WHAT IS EXPECTED = Omit images. Retype all entries verbatim.

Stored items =
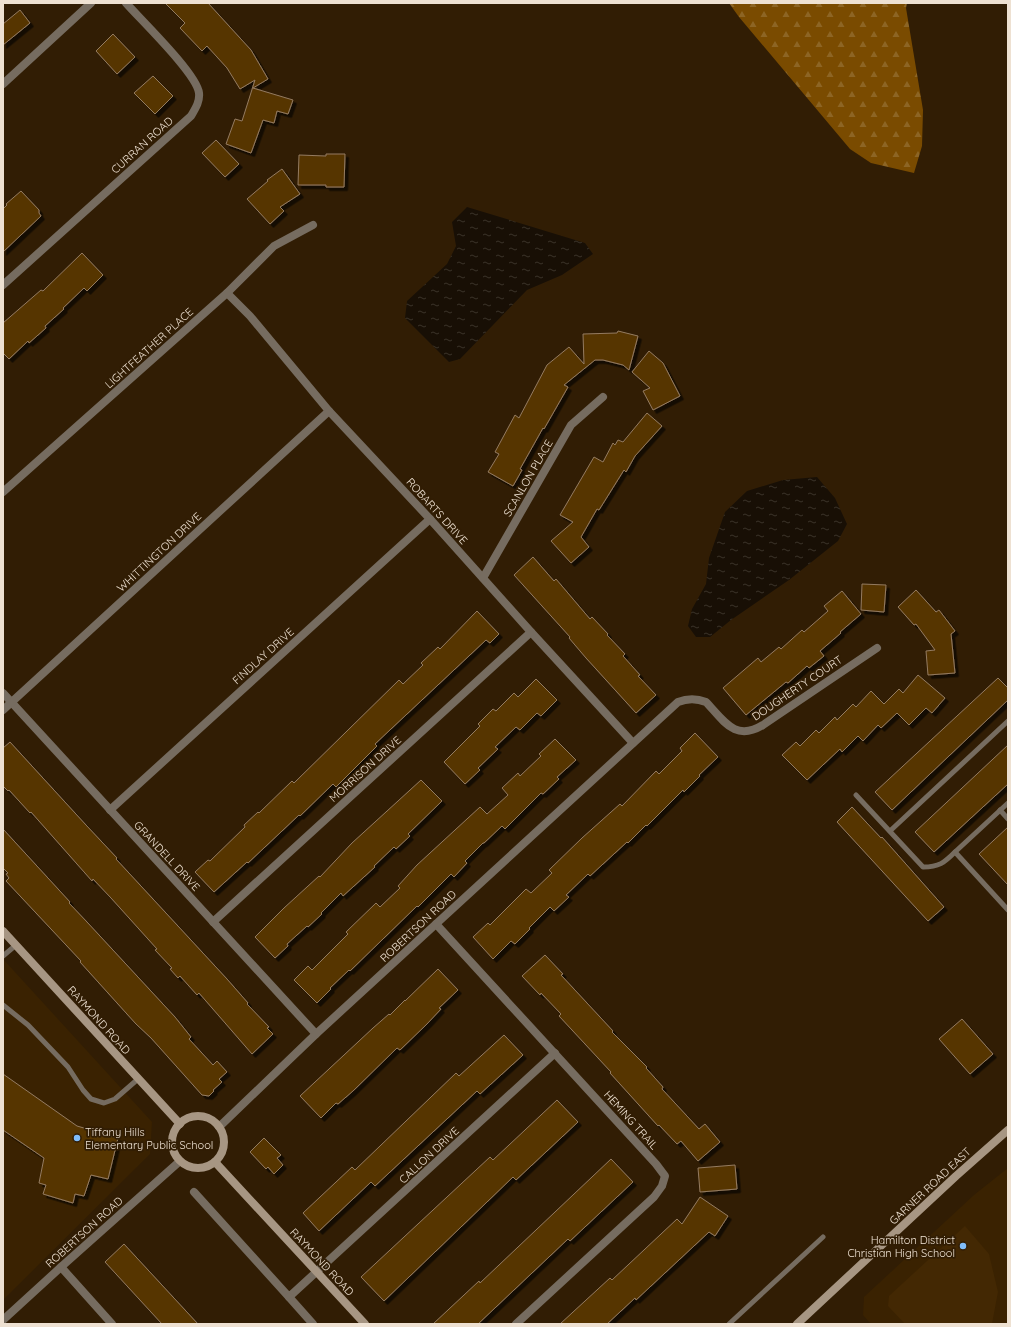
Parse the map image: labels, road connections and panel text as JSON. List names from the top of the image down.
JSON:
{
  "streets": {
    "street": [
      "CURRAN ROAD",
      "LIGHTFEATHER PLACE",
      "SCANLON PLACE",
      "ROBARTS DRIVE",
      "WHITTINGTON DRIVE",
      "FINDLAY DRIVE",
      "DOUGHERTY COURT",
      "MORRISON DRIVE",
      "GRANDELL DRIVE",
      "ROBERTSON ROAD",
      "RAYMOND ROAD",
      "HEMING TRAIL",
      "CALLON DRIVE",
      "GARNER ROAD EAST"
    ]
  },
  "crossings": [
    ["LIGHTFEATHER PLACE", "ROBARTS DRIVE"],
    ["SCANLON PLACE", "ROBARTS DRIVE"],
    ["ROBARTS DRIVE", "WHITTINGTON DRIVE"],
    ["ROBARTS DRIVE", "FINDLAY DRIVE"],
    ["ROBARTS DRIVE", "DOUGHERTY COURT"],
    ["ROBARTS DRIVE", "MORRISON DRIVE"],
    ["ROBARTS DRIVE", "ROBERTSON ROAD"],
    ["WHITTINGTON DRIVE", "GRANDELL DRIVE"],
    ["FINDLAY DRIVE", "GRANDELL DRIVE"],
    ["DOUGHERTY COURT", "ROBERTSON ROAD"],
    ["MORRISON DRIVE", "GRANDELL DRIVE"],
    ["GRANDELL DRIVE", "ROBERTSON ROAD"],
    ["ROBERTSON ROAD", "RAYMOND ROAD"],
    ["ROBERTSON ROAD", "HEMING TRAIL"],
    ["RAYMOND ROAD", "CALLON DRIVE"],
    ["HEMING TRAIL", "CALLON DRIVE"]
  ],
  "places": ["Tiffany Hills Elementary Public School", "Hamilton District Christian High School"]
}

RESPONSE TO THIS EXERCISE =
Parse the map image: labels, road connections and panel text as JSON. List names from the top of the image down.
JSON:
{
  "streets": {
    "street": [
      "CURRAN ROAD",
      "LIGHTFEATHER PLACE",
      "SCANLON PLACE",
      "ROBARTS DRIVE",
      "WHITTINGTON DRIVE",
      "FINDLAY DRIVE",
      "DOUGHERTY COURT",
      "MORRISON DRIVE",
      "GRANDELL DRIVE",
      "ROBERTSON ROAD",
      "RAYMOND ROAD",
      "HEMING TRAIL",
      "CALLON DRIVE",
      "GARNER ROAD EAST"
    ]
  },
  "crossings": [
    ["LIGHTFEATHER PLACE", "ROBARTS DRIVE"],
    ["SCANLON PLACE", "ROBARTS DRIVE"],
    ["ROBARTS DRIVE", "WHITTINGTON DRIVE"],
    ["ROBARTS DRIVE", "FINDLAY DRIVE"],
    ["ROBARTS DRIVE", "DOUGHERTY COURT"],
    ["ROBARTS DRIVE", "MORRISON DRIVE"],
    ["ROBARTS DRIVE", "ROBERTSON ROAD"],
    ["WHITTINGTON DRIVE", "GRANDELL DRIVE"],
    ["FINDLAY DRIVE", "GRANDELL DRIVE"],
    ["DOUGHERTY COURT", "ROBERTSON ROAD"],
    ["MORRISON DRIVE", "GRANDELL DRIVE"],
    ["GRANDELL DRIVE", "ROBERTSON ROAD"],
    ["ROBERTSON ROAD", "RAYMOND ROAD"],
    ["ROBERTSON ROAD", "HEMING TRAIL"],
    ["RAYMOND ROAD", "CALLON DRIVE"],
    ["HEMING TRAIL", "CALLON DRIVE"]
  ],
  "places": ["Tiffany Hills Elementary Public School", "Hamilton District Christian High School"]
}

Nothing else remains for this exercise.